The seasons/weather of our lives is a good metaphor indeed :)
 
Somni-

You are invaluable to me too <3. We truly are weathering 2 storms at the same time. And together :) <3.

I'm on the central west coast of Florida I think. I'm in Clearwater. And we are NOT evacuating to a hotel - and Im not pleased about that. ?? I'm terrified that I'm going to be floating through Clearwater on the front door of the house. And that's one of the better scenarios that keep running through my mind.

My mother-in-law concluded that storm wouldn't be that bad. ( Lady...How IN THE FRIGGEN HELL would you know??!!) So she CANCELLED our hotel reservations ! ???

Then ...today, changes her mind (translation: it finally occurs to her shes not a meteorologist) and tried to book a hotel room---they're all full ? What a surprise -#!%@!!*!!

So Im about in the worst position possible - other than literally living on the beach.

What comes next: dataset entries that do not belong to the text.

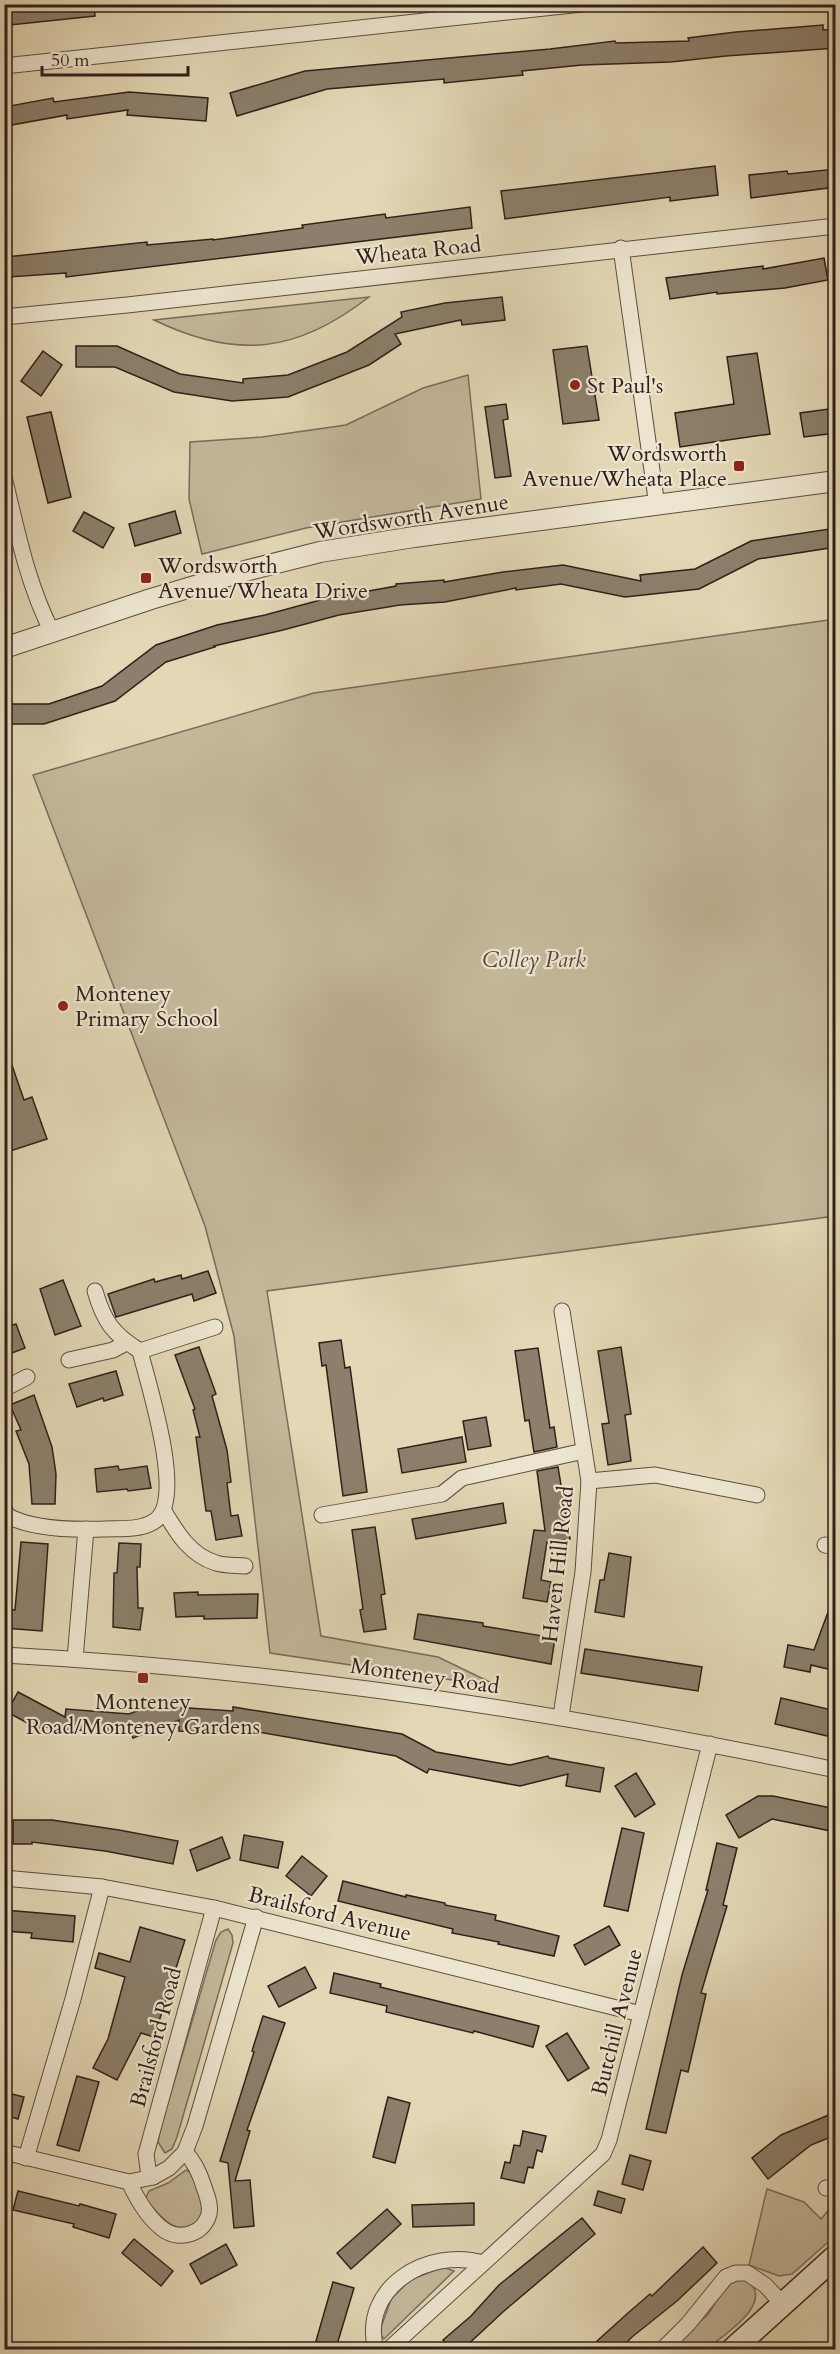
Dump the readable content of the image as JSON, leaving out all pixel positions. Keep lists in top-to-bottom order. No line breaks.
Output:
{"streets":{"street":["Wheata Road","Wordsworth Avenue","Haven Hill Road","Monteney Road","Brailsford Avenue","Butchill Avenue","Brailsford Road"]},"crossings":[["Haven Hill Road","Monteney Road"],["Monteney Road","Butchill Avenue"],["Brailsford Avenue","Butchill Avenue"],["Brailsford Avenue","Brailsford Road"]],"parks":["Colley Park"],"places":{"other":["St Paul's","Monteney Primary School"],"transit":["Wordsworth Avenue/Wheata Place","Wordsworth Avenue/Wheata Drive","Monteney Road/Monteney Gardens"]},"scale_bar":"50 m"}
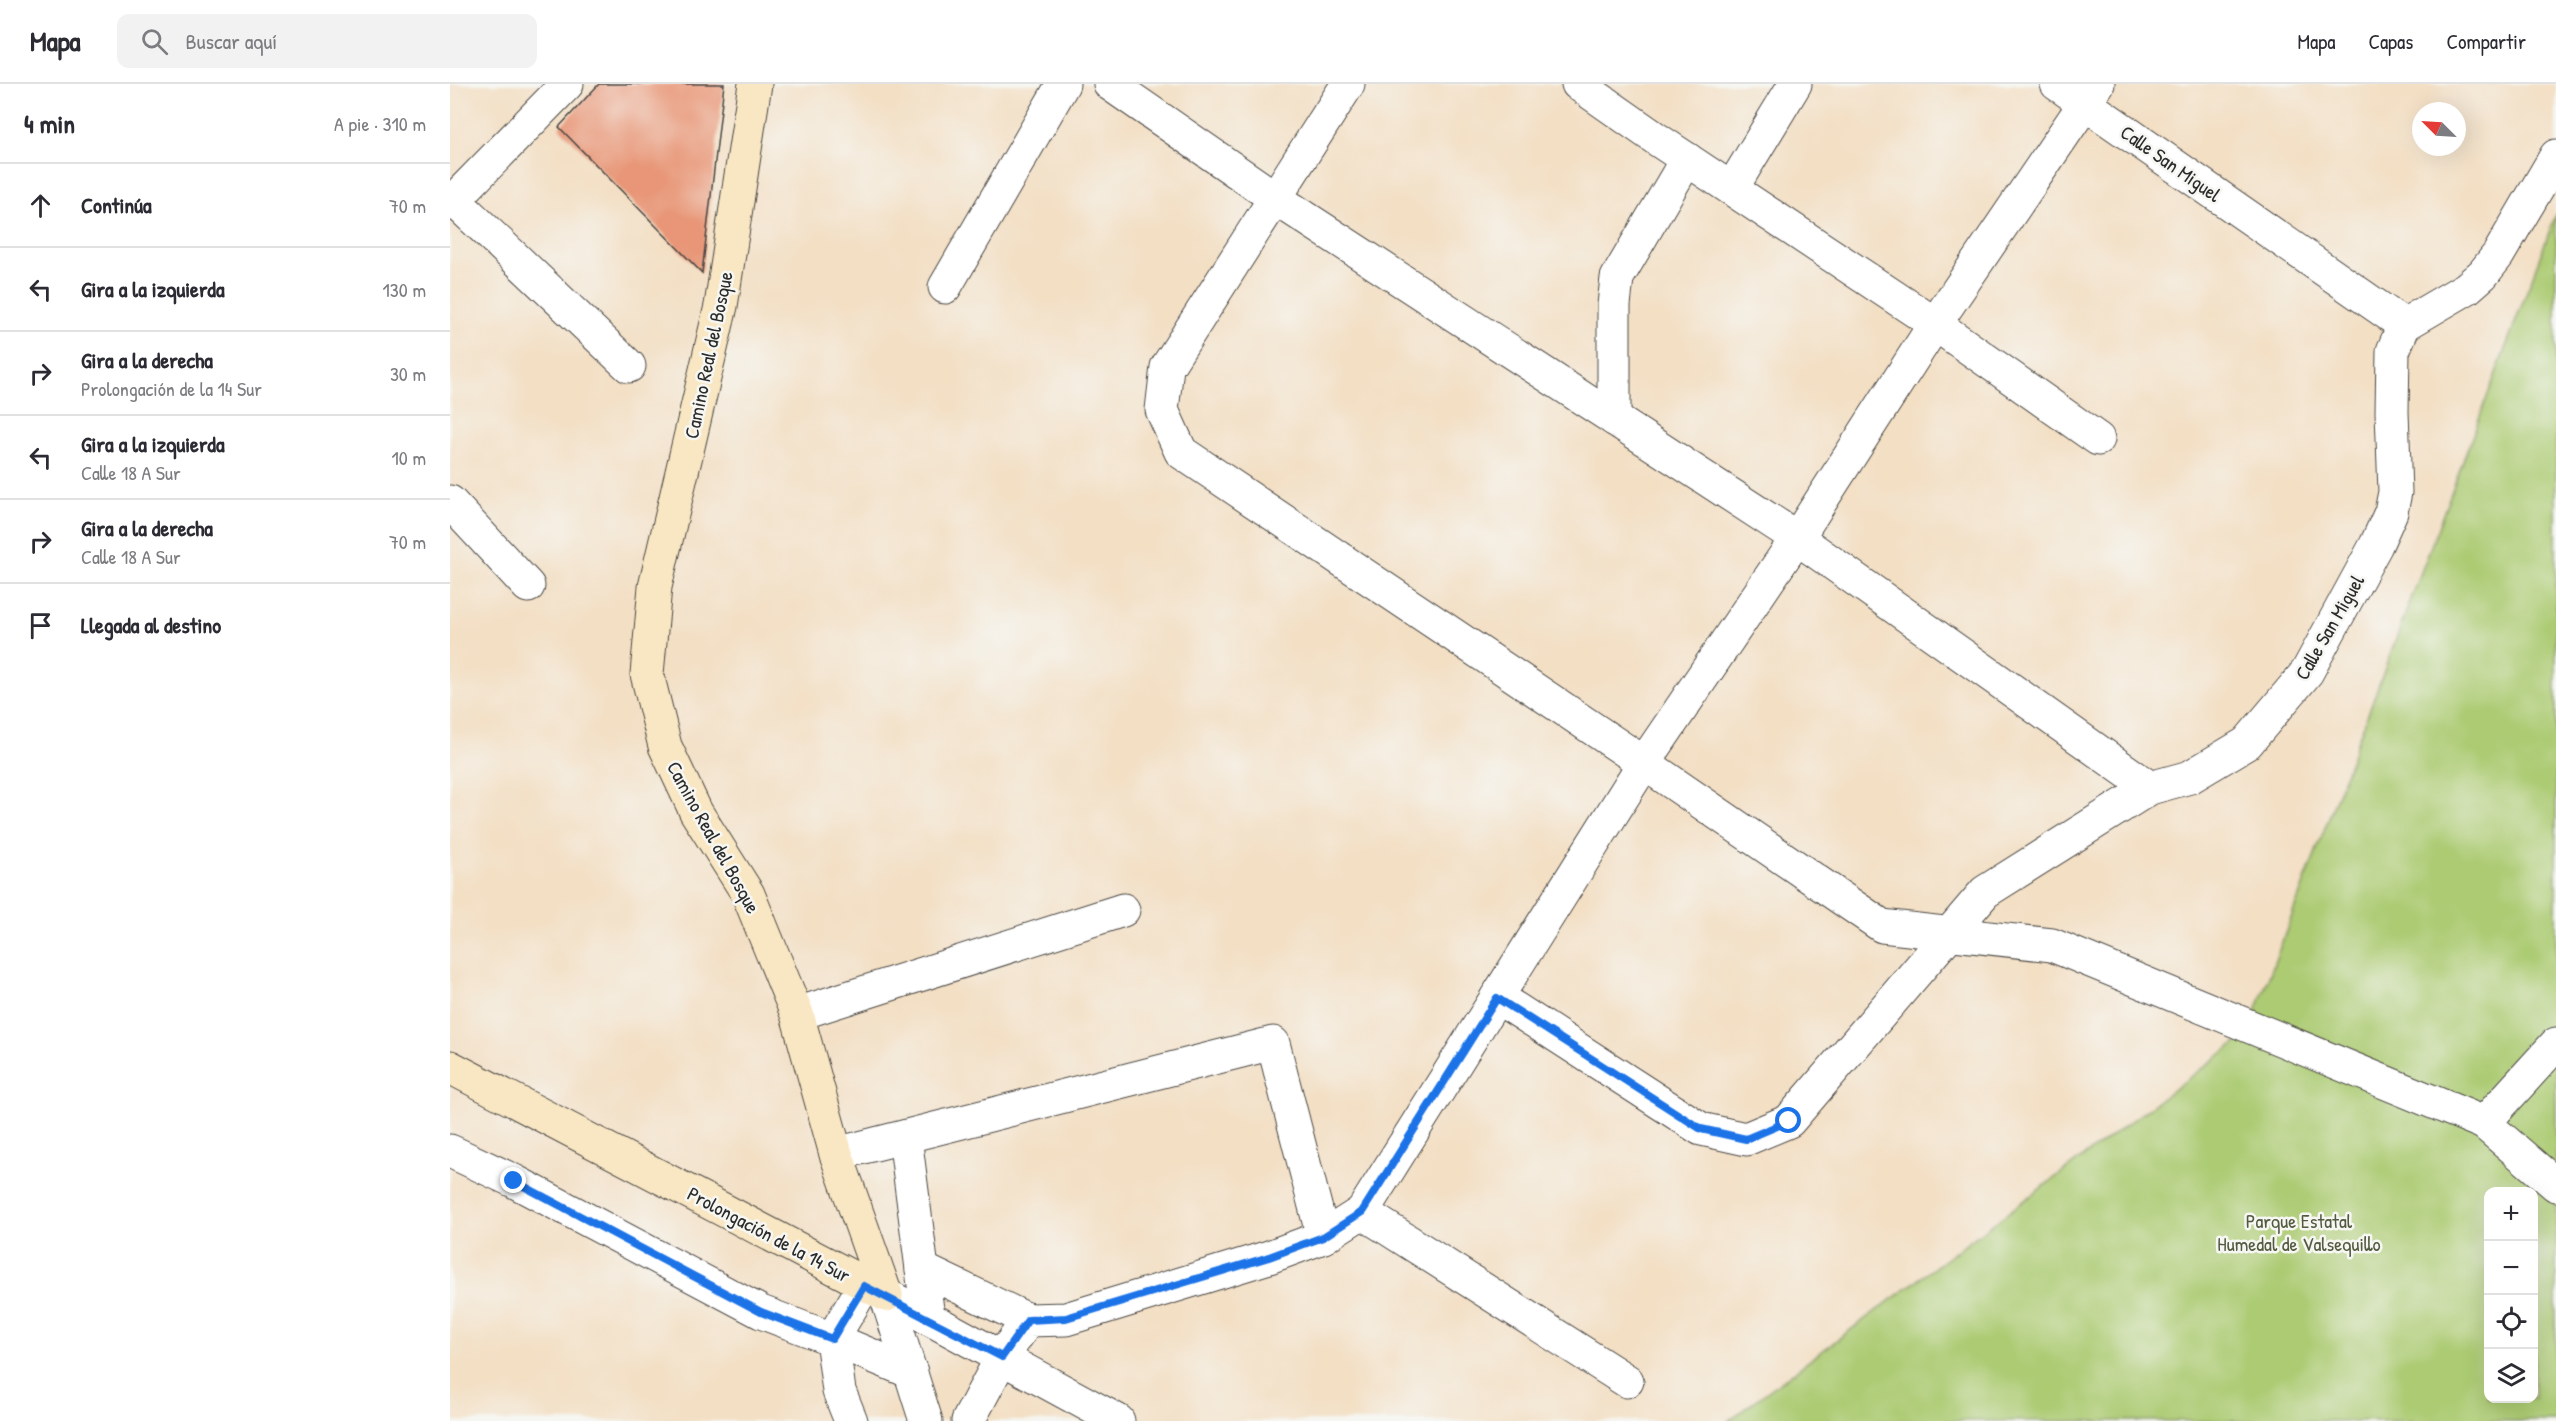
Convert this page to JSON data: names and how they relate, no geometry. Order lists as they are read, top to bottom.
{
  "streets": {
    "street": ["Calle San Miguel", "Camino Real del Bosque", "Prolongación de la 14 Sur"]
  },
  "crossings": [
    ["Camino Real del Bosque", "Prolongación de la 14 Sur"]
  ],
  "parks": ["Parque Estatal Humedal de Valsequillo"],
  "north": "top left",
  "page": {
    "header": "Mapa",
    "search": "Buscar aquí",
    "nav": ["Mapa", "Capas", "Compartir"],
    "heading": ["4 min", "A pie · 310 m"],
    "list": [
      ["Continúa", "70 m"],
      ["Gira a la izquierda", "130 m"],
      ["Gira a la derecha", "Prolongación de la 14 Sur", "30 m"],
      ["Gira a la izquierda", "Calle 18 A Sur", "10 m"],
      ["Gira a la derecha", "Calle 18 A Sur", "70 m"],
      "Llegada al destino"
    ],
    "map_buttons": ["+", "−"]
  }
}
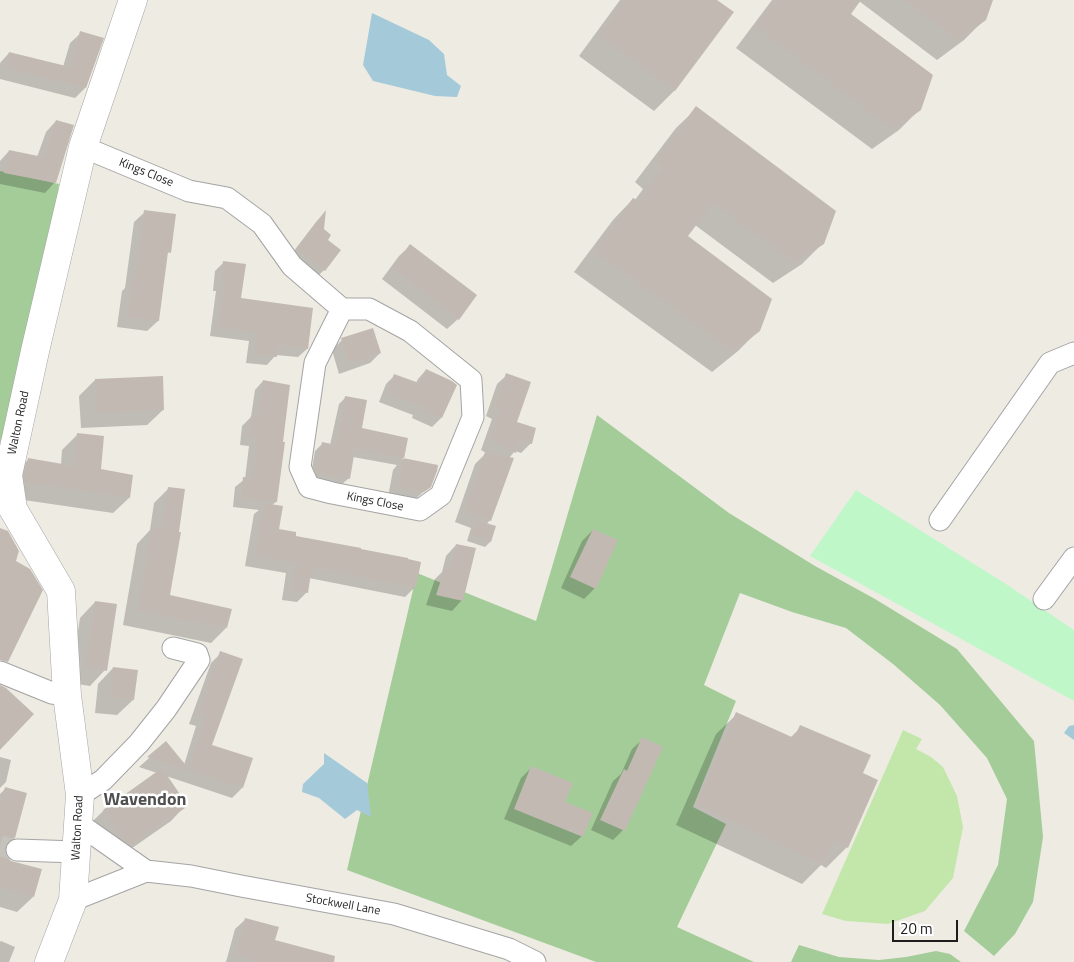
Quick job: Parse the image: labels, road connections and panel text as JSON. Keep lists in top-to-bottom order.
{
  "streets": {
    "street": ["Kings Close", "Walton Road", "Stockwell Lane"]
  },
  "crossings": [
    ["Kings Close", "Walton Road"],
    ["Walton Road", "Stockwell Lane"]
  ],
  "districts": ["Wavendon"],
  "scale_bar": "20 m"
}
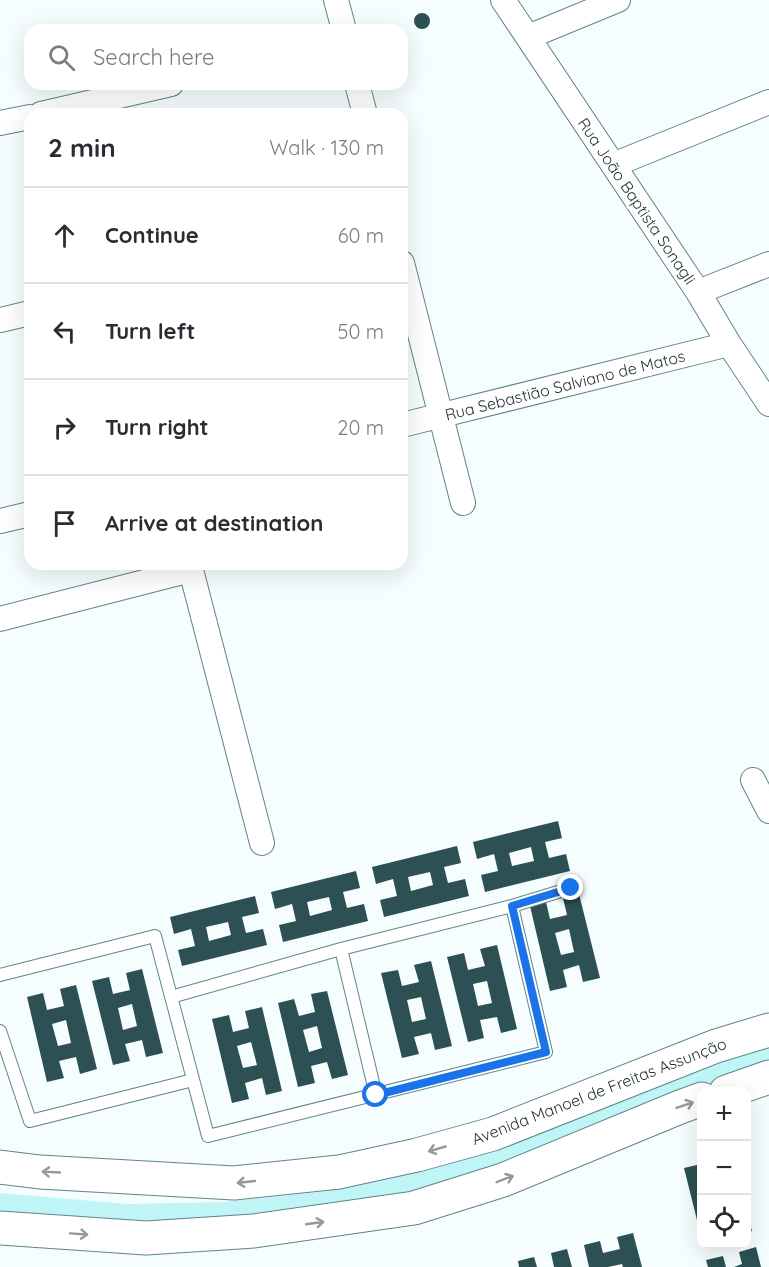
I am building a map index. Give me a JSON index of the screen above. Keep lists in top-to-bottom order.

I forget what day Im on -- I think day 11. Somni- Im looking forward to the "sunrise after the storm" With God's grace, when the storm passes (you'll be getting your car back :)) - and we'll both be laying the groundwork for positive changes in lives. ?

I do wish I had a temazepam though. My nerves are really bad. Since I don't have one- I will take my 25mg amitriptilline sp? - that I take at bedtime, read through BL a bit more, take a shower and read a good book.

Stay safe Somni. You are in my thoughts.
 
Hope anyone close to Florida is safe and sound! Congrats on 14 days Somni! You are doing so great!
 
Thanks Nakifantaki.... Day number 16. Not really much to report. I drank very heavily yesterday and woke up with a lot of anxiety..lol... What was it 2 days ago I said I wouldn't be drinking anymore. Well the experience of this rebound anxiety will be more than enough to make the thought of drinking repulsive. It has been raining all morning and the hurricane force winds are predicted to hit us late tonight, so I figured I would take the opportunity to get on here and give an update before the power goes. I might not be on here for a while depending on how long its out for.

I got my car back and it is driving exactly the same. I will probably be driving my parents van for the foreseeable future. I really need to start saving some money for a car and fix my credit, which is horrible due to unpaid hospital bills. Other than that I'm just trucking right along.

Stay safe 10yrs.. You are right in the eye of the storm. Praying for you.